(Stored dataset items)
********************

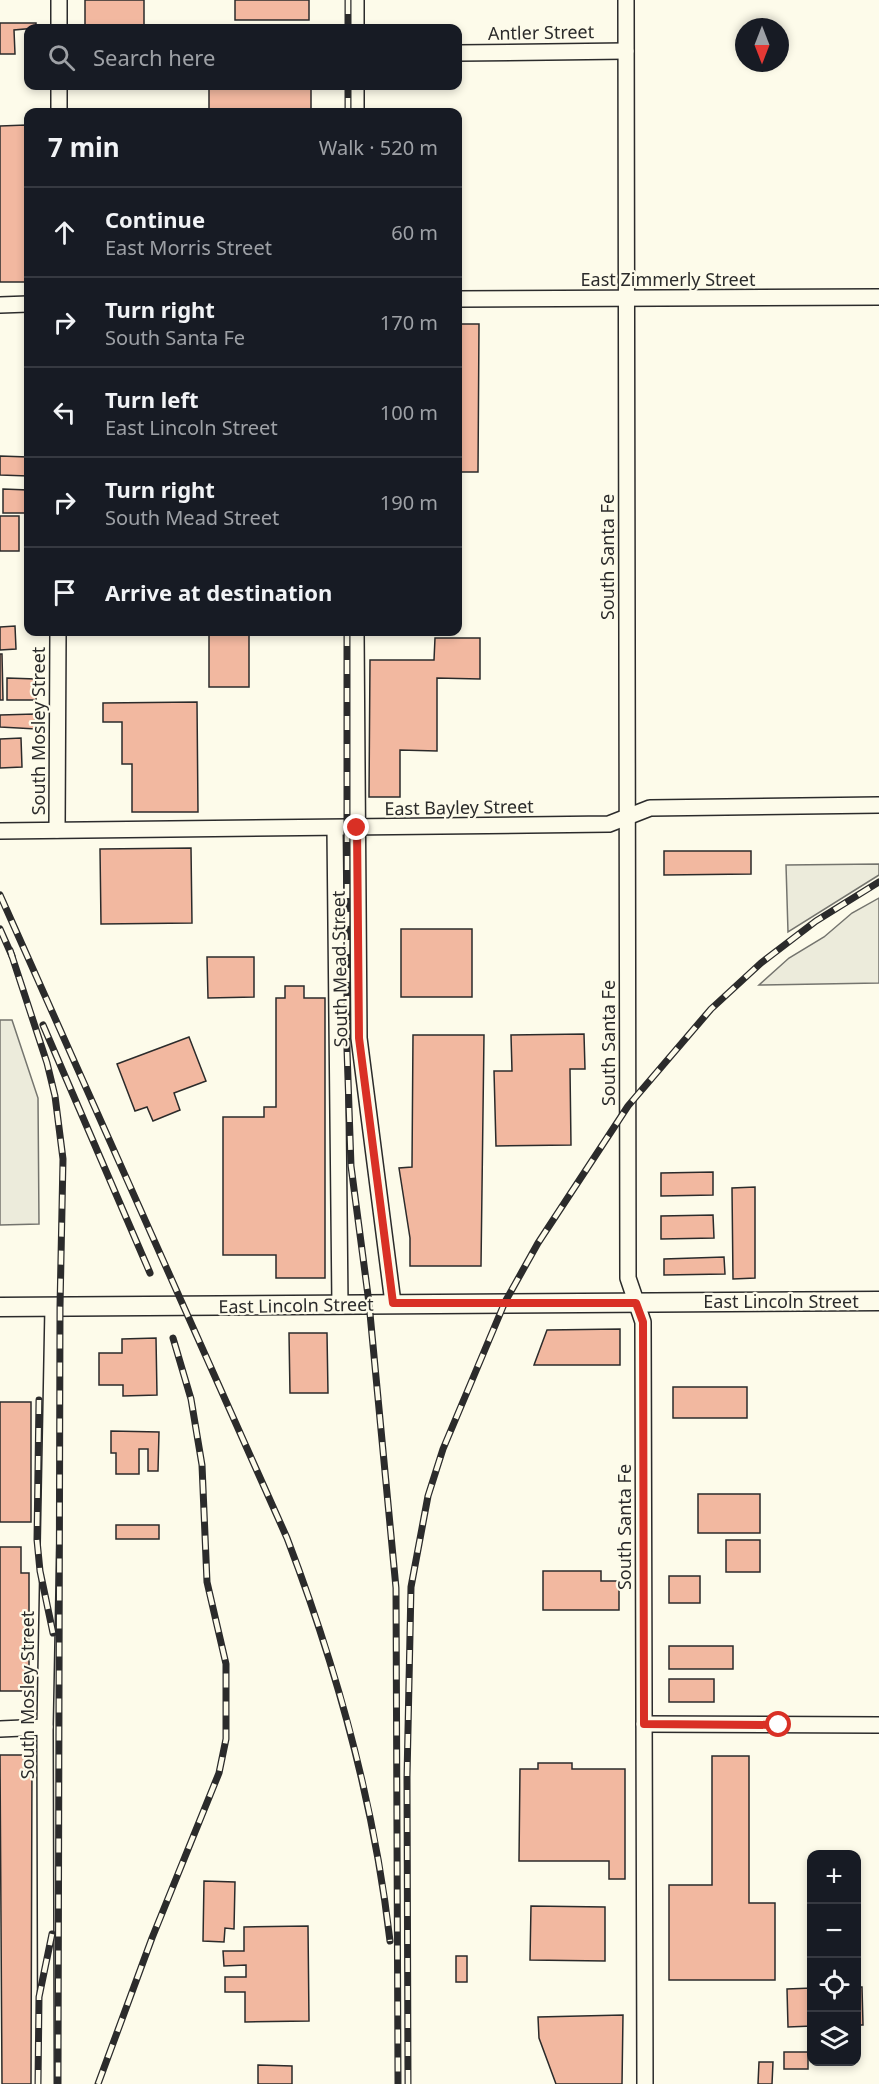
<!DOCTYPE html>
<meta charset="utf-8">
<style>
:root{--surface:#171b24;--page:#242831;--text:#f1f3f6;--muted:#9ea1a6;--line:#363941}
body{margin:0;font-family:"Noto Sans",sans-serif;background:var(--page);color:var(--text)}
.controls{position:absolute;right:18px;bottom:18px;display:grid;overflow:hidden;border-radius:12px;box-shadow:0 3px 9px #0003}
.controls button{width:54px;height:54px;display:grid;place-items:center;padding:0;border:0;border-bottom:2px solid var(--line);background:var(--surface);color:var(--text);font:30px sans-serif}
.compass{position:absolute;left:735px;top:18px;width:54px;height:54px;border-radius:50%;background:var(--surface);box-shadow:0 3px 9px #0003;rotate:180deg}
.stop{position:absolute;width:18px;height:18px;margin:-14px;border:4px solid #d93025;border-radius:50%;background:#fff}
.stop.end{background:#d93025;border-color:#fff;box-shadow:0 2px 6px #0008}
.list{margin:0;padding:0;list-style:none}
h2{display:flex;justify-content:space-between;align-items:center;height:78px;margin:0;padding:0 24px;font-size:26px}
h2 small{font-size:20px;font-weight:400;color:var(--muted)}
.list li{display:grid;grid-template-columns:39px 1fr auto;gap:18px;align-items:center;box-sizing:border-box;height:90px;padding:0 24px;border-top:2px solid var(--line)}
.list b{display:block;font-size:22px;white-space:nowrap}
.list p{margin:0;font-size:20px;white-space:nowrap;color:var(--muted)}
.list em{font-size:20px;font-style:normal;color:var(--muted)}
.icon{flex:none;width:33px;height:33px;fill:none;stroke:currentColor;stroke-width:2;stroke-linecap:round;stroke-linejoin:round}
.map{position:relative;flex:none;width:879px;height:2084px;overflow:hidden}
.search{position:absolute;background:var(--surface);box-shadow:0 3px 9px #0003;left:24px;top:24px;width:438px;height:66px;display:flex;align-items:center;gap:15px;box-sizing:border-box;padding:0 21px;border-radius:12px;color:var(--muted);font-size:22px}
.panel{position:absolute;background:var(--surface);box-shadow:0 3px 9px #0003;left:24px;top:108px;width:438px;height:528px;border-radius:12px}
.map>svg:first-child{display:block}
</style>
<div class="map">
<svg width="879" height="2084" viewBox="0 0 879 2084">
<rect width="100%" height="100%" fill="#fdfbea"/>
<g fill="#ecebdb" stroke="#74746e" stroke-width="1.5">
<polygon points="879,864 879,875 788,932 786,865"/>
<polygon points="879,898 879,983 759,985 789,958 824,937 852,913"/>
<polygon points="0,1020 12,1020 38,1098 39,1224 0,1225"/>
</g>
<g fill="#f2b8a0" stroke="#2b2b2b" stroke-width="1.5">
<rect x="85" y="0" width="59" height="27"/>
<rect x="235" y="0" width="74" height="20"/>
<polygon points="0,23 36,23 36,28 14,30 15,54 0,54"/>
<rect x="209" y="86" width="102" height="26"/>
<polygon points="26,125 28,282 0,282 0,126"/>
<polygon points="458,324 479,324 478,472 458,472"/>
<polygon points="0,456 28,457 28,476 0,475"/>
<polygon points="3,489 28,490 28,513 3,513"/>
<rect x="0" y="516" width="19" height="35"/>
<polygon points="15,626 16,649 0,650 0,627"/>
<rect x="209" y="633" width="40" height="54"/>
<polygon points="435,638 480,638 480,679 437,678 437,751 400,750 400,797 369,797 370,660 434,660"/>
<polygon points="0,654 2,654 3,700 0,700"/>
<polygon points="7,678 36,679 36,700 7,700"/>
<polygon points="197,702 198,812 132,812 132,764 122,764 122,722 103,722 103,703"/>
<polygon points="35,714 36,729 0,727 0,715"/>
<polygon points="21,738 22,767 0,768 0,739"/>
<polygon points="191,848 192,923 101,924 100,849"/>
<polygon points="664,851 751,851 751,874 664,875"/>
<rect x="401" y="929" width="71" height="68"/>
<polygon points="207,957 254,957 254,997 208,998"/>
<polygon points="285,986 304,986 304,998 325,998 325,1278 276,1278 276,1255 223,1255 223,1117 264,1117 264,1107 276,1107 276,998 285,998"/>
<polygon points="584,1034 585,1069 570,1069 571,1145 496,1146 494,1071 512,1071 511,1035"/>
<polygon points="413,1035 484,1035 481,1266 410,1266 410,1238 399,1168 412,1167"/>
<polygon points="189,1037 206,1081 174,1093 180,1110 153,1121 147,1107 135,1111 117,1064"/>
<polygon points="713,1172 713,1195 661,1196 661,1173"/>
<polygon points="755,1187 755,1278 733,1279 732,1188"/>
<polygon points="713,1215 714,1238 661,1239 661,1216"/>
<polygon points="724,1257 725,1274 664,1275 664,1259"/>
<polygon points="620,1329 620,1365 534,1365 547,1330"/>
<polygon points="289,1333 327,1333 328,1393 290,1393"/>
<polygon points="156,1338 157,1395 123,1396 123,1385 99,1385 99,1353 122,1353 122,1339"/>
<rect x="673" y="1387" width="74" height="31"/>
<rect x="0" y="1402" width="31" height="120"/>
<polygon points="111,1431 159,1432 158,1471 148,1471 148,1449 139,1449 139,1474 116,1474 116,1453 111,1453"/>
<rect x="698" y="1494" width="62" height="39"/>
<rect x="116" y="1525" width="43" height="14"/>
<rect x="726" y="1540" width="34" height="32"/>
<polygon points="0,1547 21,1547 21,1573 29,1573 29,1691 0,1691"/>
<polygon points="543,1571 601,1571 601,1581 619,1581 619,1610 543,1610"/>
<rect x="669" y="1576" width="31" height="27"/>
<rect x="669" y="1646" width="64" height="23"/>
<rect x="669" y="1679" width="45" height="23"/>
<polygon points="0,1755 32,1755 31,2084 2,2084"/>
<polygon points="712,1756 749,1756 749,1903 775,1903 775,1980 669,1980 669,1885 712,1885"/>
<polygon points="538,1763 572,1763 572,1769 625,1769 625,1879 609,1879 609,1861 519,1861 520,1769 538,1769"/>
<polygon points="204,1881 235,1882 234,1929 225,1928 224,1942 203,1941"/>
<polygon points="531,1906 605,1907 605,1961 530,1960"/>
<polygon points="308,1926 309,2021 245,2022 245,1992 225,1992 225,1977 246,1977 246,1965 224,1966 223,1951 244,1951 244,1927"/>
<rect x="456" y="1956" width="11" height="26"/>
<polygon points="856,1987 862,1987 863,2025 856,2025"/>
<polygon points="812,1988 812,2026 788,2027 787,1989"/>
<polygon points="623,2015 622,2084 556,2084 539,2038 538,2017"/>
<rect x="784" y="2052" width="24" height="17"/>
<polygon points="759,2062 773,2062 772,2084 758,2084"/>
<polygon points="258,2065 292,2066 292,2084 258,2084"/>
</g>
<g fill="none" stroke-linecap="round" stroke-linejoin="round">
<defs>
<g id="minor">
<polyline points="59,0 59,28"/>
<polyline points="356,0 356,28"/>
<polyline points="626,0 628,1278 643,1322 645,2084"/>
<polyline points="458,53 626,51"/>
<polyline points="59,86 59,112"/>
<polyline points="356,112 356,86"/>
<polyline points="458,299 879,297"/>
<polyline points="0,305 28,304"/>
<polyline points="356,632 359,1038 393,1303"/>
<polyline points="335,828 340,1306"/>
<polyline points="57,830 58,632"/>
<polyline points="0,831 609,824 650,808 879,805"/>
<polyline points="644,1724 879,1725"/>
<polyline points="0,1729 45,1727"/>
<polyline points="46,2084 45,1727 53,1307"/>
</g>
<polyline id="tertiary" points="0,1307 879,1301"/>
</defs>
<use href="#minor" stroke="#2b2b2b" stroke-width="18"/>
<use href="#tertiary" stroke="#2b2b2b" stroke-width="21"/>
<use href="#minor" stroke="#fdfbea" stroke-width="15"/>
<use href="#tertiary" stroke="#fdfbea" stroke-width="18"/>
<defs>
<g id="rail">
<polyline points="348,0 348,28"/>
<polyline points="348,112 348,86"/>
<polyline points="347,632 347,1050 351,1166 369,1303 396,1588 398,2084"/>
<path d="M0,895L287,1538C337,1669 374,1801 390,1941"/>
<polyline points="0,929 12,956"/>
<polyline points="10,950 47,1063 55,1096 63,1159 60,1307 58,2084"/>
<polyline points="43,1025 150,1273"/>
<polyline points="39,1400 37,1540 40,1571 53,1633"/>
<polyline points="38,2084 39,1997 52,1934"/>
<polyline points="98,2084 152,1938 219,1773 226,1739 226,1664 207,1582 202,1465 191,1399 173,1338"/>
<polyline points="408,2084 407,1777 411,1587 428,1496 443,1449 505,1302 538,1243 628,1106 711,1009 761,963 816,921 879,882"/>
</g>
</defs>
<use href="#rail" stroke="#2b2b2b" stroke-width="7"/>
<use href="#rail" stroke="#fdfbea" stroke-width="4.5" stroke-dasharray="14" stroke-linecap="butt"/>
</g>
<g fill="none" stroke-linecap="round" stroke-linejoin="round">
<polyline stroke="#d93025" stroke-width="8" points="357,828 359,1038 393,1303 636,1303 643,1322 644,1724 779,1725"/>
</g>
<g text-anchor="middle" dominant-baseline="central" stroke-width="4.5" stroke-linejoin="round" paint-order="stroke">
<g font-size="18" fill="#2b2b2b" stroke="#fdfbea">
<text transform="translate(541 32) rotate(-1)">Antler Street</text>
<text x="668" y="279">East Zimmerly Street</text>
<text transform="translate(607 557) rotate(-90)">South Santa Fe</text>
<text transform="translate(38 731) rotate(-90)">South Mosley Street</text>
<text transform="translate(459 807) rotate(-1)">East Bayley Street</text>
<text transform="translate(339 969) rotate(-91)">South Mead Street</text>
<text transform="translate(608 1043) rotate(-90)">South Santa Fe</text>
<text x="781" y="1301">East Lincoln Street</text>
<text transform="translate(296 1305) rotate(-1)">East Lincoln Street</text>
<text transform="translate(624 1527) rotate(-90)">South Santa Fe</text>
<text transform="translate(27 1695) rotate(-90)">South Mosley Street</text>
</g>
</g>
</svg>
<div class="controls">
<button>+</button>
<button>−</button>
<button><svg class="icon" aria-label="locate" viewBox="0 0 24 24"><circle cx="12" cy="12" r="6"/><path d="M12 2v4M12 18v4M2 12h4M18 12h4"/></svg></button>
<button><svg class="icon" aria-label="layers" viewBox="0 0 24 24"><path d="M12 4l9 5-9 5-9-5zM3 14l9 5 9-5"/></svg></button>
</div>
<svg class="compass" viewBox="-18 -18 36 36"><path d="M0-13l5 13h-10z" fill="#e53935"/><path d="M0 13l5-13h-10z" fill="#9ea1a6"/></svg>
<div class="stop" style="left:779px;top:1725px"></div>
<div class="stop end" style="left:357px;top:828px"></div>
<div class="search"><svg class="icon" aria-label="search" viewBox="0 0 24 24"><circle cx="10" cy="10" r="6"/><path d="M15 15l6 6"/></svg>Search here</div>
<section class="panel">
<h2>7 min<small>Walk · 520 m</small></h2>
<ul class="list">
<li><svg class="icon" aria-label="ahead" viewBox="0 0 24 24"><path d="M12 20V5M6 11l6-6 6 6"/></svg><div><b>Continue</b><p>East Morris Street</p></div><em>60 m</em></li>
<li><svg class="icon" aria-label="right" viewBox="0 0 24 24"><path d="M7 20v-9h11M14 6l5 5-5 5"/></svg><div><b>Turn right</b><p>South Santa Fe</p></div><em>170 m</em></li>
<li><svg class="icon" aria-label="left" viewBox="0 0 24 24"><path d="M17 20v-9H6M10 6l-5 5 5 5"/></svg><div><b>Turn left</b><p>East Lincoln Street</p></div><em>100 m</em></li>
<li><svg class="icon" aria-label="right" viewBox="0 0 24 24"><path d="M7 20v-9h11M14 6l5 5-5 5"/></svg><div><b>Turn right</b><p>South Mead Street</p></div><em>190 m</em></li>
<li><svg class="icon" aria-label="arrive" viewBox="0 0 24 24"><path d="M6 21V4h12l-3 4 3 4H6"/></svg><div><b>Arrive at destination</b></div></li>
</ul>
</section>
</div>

********************

◆ WORK ORDER: Your answer should be only a number: how many lines in the records hold the word "grid".

◆ TASK OUTPUT: 3